• [Action item]:
Filter the entries below down to the lines that hold "weight".

>>>

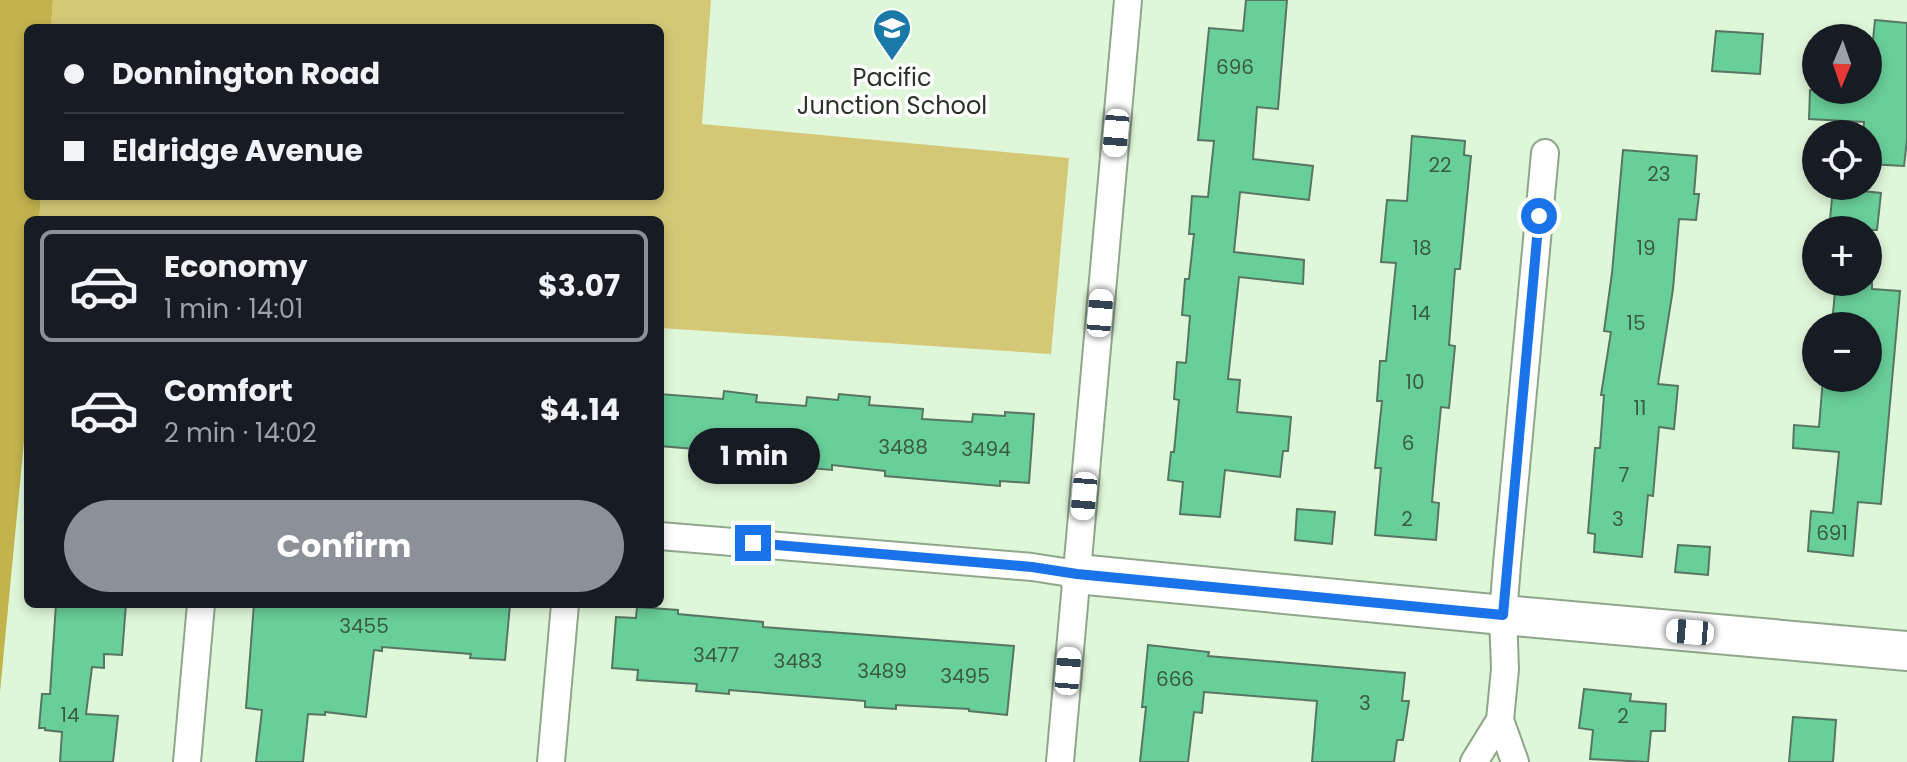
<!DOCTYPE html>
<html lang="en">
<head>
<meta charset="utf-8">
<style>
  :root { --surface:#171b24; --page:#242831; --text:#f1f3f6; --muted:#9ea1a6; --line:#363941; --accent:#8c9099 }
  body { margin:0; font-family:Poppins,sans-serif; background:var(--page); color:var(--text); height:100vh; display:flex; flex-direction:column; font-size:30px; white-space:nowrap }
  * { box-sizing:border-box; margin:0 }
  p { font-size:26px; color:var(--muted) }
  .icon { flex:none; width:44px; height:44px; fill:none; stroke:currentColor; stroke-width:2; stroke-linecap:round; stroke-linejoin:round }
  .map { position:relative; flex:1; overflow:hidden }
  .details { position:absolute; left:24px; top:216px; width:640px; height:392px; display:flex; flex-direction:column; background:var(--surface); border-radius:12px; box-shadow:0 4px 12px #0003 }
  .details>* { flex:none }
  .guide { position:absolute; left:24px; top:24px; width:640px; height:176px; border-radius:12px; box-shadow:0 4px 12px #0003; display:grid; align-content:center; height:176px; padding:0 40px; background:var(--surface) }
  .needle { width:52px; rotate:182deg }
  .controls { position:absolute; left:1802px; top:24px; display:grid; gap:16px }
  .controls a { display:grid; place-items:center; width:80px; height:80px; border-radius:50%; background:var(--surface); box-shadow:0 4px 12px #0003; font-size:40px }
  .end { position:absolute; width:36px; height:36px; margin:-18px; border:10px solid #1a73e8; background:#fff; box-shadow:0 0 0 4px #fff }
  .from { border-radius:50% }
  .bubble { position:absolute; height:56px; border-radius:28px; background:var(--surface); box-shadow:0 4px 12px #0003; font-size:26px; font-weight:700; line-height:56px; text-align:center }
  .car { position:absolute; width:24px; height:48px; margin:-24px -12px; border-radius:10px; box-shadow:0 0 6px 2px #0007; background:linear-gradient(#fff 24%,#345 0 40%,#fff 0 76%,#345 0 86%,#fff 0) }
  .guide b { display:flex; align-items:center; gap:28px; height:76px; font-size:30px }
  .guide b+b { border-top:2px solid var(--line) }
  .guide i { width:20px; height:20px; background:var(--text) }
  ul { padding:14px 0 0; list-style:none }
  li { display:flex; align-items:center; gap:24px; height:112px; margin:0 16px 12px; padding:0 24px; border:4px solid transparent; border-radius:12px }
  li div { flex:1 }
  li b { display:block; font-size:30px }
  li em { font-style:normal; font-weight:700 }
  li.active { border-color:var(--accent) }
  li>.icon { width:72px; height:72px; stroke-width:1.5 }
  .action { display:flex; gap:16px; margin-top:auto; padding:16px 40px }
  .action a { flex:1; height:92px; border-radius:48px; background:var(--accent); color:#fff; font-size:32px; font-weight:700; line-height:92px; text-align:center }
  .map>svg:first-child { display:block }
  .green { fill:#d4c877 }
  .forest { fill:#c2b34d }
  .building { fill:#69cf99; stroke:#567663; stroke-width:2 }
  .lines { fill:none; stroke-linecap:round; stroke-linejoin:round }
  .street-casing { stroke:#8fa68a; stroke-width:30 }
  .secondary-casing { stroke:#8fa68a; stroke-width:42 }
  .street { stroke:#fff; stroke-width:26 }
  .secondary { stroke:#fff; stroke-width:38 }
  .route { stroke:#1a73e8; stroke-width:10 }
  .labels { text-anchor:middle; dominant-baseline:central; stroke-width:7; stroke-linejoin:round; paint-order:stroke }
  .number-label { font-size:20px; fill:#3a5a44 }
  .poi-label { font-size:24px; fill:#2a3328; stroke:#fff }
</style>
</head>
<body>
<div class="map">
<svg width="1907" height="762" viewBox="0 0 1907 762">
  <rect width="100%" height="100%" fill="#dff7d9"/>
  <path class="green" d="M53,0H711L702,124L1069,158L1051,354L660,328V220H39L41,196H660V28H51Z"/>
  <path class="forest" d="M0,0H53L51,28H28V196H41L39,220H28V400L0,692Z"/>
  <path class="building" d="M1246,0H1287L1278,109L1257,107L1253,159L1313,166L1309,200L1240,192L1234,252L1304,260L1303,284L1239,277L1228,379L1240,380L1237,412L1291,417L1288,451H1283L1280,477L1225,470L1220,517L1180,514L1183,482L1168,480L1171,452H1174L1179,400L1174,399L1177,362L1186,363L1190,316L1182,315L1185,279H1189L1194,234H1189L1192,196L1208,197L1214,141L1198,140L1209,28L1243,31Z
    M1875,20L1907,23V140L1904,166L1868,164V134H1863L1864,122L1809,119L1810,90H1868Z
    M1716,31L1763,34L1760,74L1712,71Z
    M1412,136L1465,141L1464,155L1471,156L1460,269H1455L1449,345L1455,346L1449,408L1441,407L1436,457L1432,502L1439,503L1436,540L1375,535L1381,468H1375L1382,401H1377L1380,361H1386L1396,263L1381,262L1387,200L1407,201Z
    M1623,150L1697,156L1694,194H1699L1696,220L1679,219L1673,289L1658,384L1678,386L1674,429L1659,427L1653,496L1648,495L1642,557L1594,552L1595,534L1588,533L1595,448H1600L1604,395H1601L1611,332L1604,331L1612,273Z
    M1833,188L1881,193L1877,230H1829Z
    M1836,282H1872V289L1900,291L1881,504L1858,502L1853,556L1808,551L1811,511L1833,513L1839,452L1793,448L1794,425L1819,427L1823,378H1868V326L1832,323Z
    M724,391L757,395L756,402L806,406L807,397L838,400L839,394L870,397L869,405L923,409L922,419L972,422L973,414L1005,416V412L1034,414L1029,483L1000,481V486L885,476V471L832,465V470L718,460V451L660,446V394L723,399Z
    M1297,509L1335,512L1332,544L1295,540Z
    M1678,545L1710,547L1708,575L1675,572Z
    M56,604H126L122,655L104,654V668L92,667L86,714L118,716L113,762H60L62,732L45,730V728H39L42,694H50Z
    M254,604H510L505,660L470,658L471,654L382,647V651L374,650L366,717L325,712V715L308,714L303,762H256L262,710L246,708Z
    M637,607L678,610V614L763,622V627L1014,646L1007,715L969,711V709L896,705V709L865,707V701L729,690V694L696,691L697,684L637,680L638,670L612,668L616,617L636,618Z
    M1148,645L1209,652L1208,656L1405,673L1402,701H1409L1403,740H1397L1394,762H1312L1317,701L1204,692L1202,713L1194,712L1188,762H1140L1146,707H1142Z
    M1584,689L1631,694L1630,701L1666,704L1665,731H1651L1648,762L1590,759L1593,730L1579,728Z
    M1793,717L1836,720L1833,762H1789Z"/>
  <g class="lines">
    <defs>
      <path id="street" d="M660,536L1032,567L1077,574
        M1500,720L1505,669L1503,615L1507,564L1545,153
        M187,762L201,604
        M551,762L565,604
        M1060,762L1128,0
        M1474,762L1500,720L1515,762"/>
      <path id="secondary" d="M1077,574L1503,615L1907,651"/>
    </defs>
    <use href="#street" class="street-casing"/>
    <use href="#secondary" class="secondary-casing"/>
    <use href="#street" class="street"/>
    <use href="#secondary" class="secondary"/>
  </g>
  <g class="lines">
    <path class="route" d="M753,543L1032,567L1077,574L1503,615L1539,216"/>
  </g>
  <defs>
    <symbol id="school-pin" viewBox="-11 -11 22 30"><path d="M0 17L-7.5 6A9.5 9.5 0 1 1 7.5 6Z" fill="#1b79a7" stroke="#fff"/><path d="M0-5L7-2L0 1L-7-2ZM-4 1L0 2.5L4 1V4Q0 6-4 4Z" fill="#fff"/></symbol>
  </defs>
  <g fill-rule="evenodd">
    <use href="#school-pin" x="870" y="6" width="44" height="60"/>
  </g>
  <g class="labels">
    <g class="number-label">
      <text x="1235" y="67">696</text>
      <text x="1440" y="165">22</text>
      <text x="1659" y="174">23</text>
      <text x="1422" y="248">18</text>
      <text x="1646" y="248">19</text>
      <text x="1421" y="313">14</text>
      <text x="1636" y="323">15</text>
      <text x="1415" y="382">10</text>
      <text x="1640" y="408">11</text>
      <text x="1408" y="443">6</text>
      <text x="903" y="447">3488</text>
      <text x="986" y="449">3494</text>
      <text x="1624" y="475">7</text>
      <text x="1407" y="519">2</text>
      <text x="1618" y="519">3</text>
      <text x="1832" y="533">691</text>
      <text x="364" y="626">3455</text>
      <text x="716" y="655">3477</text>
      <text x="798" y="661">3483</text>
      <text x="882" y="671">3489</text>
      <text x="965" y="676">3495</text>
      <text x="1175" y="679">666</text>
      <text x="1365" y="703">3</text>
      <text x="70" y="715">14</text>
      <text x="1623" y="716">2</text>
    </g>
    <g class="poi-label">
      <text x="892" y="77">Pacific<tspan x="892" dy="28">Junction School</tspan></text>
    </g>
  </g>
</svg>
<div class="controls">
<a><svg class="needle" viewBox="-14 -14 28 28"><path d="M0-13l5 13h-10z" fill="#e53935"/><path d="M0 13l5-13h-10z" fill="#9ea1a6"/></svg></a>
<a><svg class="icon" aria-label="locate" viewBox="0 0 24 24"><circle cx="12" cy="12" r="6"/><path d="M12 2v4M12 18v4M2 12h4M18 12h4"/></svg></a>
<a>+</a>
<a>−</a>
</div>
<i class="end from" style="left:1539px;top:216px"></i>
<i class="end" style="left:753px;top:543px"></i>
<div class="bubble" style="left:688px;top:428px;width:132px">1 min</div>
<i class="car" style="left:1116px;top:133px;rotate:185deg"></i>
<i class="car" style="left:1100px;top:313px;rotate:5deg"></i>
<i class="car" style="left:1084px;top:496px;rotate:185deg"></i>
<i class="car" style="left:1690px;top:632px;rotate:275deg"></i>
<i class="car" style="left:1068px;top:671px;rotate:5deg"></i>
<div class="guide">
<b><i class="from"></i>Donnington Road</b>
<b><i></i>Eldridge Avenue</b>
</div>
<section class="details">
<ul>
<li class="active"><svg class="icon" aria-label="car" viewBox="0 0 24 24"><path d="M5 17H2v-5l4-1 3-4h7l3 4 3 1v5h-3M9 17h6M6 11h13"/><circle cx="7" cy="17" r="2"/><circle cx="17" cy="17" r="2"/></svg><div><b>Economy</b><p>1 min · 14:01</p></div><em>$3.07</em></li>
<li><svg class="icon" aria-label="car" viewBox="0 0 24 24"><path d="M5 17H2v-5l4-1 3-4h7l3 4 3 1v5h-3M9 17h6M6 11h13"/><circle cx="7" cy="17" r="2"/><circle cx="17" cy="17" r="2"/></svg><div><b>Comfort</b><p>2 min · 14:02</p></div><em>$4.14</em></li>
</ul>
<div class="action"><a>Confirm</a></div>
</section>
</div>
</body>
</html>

<<<

• [Task output]:
  .bubble { position:absolute; height:56px; border-radius:28px; background:var(--surface); box-shadow:0 4px 12px #0003; font-size:26px; font-weight:700; line-height:56px; text-align:center }
  li em { font-style:normal; font-weight:700 }
  .action a { flex:1; height:92px; border-radius:48px; background:var(--accent); color:#fff; font-size:32px; font-weight:700; line-height:92px; text-align:center }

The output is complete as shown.